Die Bayerischen Staatsgemäldesammlungen sind ein Museums-Verbund, dazu gehören unter anderem die Alte Pinakothek oder die Pinakothek der Moderne in München. Diese weisen die Vorwürfe zurück und kündigen rechtliche Schritte an. Die betreffende Liste sei mehrere Jahre alt, eine «rote» Markierung bedeute nicht, dass der Fall als NS-Raubkunst eingestuft worden sei.
Also ist das Ganze gar kein Skandal? Aufsehenerregend sind die Provenienzrecherchen, die die Liste gemäss «Süddeutscher Zeitung» enthält. Sie zeigten, dass die Forschung in den Bayerischen Staatsgemäldesammlungen funktioniert. Bloss wurden viele der durch die Forschung als verdächtig markierten Objekte danach nicht zurückgegeben.

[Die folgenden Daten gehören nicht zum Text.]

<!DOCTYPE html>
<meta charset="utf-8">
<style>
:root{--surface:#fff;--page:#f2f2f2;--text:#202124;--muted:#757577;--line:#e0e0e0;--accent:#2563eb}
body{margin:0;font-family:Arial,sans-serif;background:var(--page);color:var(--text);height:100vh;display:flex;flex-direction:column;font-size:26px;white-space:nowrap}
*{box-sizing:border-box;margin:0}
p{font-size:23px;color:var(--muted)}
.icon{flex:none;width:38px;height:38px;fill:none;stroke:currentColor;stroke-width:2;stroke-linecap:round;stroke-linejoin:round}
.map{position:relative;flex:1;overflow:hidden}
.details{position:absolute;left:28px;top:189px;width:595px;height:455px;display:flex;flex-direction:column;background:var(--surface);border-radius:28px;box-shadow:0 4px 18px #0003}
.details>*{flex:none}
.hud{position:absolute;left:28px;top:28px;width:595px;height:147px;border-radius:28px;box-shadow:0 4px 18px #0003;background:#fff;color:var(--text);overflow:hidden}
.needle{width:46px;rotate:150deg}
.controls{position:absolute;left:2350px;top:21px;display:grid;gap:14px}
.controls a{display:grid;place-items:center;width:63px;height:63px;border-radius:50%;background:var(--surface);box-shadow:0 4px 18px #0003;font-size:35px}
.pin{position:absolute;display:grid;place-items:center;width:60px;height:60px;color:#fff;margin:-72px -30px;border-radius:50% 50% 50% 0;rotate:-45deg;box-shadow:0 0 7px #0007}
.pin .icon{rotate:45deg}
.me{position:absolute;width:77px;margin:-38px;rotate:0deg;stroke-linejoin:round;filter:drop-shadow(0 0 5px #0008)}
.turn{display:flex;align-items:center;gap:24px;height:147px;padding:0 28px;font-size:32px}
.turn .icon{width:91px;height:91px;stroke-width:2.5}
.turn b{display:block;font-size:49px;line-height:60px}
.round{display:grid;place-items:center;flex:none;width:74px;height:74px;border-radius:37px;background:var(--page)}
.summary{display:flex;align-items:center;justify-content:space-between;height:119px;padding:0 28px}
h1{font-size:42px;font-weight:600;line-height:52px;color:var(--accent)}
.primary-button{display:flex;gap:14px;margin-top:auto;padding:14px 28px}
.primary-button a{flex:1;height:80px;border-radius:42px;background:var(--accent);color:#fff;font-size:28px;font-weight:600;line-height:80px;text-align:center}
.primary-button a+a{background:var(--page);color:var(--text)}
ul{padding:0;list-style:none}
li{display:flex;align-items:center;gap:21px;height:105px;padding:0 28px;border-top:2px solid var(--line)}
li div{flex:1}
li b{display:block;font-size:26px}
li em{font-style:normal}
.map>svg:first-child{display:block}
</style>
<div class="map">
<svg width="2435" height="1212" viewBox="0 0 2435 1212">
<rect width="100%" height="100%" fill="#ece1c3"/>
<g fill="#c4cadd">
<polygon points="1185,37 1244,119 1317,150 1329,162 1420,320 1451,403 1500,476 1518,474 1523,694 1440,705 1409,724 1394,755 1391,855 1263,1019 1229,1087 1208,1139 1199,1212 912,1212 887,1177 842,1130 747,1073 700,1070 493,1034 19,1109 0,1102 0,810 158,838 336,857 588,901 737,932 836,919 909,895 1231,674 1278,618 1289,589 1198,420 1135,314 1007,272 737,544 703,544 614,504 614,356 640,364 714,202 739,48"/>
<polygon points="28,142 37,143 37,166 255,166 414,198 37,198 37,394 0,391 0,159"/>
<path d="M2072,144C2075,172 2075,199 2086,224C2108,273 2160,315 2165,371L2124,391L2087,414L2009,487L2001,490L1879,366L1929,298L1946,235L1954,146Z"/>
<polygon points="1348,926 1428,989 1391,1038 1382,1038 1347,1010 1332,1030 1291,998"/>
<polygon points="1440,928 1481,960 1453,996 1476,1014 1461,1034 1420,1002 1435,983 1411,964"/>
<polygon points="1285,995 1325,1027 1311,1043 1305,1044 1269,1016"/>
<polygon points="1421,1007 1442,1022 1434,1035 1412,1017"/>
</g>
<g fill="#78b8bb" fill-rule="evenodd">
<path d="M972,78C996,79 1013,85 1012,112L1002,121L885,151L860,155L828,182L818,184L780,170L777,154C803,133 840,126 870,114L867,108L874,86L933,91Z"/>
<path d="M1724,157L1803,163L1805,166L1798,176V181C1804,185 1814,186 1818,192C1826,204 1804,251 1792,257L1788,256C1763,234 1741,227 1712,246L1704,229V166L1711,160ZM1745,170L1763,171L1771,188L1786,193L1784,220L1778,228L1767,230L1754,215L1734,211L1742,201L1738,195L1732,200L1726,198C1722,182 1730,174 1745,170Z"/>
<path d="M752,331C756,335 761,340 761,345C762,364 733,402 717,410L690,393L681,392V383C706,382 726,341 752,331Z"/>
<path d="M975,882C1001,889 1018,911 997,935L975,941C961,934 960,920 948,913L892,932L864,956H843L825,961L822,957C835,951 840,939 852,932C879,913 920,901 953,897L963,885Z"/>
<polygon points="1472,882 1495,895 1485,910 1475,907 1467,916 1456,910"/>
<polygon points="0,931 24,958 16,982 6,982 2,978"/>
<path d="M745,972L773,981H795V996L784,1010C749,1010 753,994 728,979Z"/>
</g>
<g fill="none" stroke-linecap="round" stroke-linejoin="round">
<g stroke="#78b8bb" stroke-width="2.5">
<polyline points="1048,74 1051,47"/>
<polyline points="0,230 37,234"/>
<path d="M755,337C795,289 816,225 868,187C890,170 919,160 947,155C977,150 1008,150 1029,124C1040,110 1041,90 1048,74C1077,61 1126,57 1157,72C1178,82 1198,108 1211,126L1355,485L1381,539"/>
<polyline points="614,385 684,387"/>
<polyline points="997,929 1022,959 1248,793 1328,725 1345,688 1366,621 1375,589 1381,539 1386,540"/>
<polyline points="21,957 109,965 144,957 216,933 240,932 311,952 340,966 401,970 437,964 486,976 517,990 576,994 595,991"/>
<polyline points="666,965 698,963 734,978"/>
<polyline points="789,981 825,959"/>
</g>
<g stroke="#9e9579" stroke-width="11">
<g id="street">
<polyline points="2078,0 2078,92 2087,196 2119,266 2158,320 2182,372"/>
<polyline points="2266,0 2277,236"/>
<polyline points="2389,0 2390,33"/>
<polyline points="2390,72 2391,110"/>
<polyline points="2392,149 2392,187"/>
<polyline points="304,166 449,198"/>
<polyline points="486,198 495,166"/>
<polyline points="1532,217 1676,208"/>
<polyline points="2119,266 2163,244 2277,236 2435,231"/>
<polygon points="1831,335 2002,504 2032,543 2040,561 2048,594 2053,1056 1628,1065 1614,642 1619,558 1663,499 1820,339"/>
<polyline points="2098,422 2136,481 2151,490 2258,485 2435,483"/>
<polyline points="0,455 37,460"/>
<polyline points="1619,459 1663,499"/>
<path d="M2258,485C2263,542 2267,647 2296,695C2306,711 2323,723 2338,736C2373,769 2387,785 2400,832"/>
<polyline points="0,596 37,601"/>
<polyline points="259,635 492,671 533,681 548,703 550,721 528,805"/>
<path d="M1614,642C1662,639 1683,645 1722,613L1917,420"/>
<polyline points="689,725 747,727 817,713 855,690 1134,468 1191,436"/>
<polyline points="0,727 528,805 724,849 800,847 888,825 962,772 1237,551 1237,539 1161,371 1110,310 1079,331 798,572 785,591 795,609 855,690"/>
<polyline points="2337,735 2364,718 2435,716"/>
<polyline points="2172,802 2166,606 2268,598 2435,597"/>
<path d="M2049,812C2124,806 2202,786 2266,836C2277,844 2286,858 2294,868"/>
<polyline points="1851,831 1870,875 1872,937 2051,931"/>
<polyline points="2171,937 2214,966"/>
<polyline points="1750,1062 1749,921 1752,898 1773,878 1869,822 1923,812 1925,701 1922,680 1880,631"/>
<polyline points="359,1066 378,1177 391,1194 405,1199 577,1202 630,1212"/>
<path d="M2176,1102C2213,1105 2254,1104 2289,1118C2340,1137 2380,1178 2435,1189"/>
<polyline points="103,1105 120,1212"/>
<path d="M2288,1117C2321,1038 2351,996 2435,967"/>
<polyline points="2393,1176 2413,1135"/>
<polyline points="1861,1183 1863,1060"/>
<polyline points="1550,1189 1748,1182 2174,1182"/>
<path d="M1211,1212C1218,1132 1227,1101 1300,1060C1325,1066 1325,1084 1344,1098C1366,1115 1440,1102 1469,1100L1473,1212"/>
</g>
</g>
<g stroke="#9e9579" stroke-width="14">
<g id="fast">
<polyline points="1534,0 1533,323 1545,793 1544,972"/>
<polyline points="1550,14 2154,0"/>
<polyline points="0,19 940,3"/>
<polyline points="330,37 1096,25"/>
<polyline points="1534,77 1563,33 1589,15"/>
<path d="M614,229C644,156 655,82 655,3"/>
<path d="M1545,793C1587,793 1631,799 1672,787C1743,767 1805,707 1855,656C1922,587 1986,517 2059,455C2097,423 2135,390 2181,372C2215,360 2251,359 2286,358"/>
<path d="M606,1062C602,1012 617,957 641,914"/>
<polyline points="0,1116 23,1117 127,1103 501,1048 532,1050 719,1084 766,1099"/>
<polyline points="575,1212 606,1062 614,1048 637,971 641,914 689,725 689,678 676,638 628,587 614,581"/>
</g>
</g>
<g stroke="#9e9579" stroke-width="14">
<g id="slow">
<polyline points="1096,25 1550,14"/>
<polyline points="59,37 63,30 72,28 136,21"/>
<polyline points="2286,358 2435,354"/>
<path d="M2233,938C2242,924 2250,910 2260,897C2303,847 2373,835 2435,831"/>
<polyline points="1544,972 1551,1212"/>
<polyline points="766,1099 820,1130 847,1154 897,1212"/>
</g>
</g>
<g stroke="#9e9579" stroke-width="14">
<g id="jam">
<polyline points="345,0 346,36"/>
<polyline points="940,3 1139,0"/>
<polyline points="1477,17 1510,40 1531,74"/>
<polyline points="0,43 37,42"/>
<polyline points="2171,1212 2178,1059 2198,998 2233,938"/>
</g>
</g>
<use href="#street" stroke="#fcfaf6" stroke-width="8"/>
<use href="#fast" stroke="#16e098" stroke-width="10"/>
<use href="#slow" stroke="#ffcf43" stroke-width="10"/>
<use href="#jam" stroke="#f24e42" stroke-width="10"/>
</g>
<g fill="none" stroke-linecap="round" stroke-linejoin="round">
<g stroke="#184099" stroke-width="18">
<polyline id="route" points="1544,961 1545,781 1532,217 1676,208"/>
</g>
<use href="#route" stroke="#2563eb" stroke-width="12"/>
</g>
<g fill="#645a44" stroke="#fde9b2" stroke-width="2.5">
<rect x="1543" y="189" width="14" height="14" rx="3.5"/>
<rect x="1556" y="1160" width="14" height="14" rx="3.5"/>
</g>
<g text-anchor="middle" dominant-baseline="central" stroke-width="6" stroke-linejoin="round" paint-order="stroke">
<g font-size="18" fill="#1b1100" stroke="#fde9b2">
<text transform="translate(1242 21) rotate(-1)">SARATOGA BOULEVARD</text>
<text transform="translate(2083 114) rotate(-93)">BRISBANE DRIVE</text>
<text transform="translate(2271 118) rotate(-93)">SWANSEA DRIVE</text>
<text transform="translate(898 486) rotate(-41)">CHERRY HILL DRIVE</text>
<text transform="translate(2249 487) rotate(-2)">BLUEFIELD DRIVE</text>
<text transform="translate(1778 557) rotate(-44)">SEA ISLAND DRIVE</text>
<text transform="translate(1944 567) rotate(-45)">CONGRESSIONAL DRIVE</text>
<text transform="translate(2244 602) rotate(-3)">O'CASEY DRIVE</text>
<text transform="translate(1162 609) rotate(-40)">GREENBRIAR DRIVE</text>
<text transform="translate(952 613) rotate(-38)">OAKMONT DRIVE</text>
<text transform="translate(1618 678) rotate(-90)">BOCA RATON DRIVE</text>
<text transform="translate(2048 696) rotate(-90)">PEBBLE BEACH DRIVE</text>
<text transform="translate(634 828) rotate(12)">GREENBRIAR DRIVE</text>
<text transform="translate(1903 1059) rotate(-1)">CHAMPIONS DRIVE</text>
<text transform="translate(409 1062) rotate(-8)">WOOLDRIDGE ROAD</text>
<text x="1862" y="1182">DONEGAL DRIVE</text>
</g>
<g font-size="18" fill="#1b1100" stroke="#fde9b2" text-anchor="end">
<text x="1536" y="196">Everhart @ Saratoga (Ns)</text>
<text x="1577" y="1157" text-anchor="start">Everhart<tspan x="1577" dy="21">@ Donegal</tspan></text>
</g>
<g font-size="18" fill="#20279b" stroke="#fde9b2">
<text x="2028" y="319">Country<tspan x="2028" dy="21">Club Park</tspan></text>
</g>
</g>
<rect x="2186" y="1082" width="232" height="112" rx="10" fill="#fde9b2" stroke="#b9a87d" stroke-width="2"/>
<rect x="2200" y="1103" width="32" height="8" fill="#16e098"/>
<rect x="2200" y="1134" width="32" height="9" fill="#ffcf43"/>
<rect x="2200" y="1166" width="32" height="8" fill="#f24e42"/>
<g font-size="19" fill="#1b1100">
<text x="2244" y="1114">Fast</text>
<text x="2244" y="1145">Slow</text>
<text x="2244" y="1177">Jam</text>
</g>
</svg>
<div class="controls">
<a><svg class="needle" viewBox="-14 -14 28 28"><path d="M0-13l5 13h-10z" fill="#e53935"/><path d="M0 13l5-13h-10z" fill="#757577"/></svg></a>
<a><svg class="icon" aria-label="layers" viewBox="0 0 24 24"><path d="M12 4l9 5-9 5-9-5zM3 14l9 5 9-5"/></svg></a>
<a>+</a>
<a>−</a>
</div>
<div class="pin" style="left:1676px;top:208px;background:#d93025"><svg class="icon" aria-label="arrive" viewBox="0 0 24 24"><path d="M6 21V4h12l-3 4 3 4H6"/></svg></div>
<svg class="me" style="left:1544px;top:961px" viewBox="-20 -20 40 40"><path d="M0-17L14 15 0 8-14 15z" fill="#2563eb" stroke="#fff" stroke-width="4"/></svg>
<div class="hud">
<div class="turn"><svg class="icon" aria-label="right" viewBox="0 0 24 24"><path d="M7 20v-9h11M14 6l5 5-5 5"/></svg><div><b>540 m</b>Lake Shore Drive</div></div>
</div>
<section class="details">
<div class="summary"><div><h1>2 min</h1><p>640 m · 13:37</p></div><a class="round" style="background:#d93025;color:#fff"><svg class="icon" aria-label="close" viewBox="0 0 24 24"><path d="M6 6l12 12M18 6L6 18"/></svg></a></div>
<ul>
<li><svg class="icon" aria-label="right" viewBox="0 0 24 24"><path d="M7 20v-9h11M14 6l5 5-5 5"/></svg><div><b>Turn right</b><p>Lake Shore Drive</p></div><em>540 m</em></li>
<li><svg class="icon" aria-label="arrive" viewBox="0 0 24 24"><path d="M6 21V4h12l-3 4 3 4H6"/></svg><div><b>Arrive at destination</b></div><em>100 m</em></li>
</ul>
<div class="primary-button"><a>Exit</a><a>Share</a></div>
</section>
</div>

Offenbar wurden nicht einmal Einträge in die offizielle deutsche Suchdatenbank «lostart.de» getätigt, obwohl deutsche Museen dazu auch bei blossem Verdacht verpflichtet sind.
Wie gravierend ist das? Mit dem internationalen Abkommen der «Washingtoner Erklärung» (1998) verpflichteten sich 44 Staaten, NS-Raubkunst aufzuspüren und «faire und gerechte Lösungen» dafür zu finden. Auch der bayerische Minister für Kunst und Wissenschaft, Markus Blume von der CSU, forderte in einer Stellungnahme zur Aufregung um die Staatsgemäldesammlungen die restlose Aufklärung der Vorwürfe: «Bayern stand und steht ohne Wenn und Aber zur Wiedergutmachung von erlittenem NS-Unrecht».
Tatsächlich werden Restitutionen aus den Bayerischen Staatsgemäldesammlungen aber vom Minister selbst beschlossen, und die Beschlüsse stehen aus. Ein besonders prominenter Fall ist Picassos Bild «Madame Soler» aus den Bayerischen Staatsgemäldesammlungen. Die Erben der jüdischen Sammler fordern das Bild zurück. Seit Jahren weigert sich das Bayerische Ministerium für Kunst und Wissenschaft, den strittigen Fall vor die beratende Kommission zu bringen.
Hat der Fall auch mit der Schweiz zu tun? Dass Museen mauern, nicht transparent mit Informationen umgehen, passiert auch in der Schweiz. Zum Beispiel bei der Sammlung Bührle im Kunsthaus Zürich. Erst nach heftigen Protesten wurde die Provenienz-Forschung durch Raphael Gross unabhängig überprüft und plötzlich gab es viel mehr problematische Fälle mit jüdischem Vorbesitz. Interessant ist der bayerische Fall auch, weil er zeigt, wie wichtig eine gut eingerichtete Kommission für strittige Fälle ist. Derzeit berät das Schweizer Parlament darüber, wie eine Schweizer Kommission aussehen soll. Soll die einseitig anrufbar sein oder nur wenn beide Seiten zustimmen? Dann könnte die eine Seite, wie beim Picasso-Bild «Madame Soler», alles blockieren.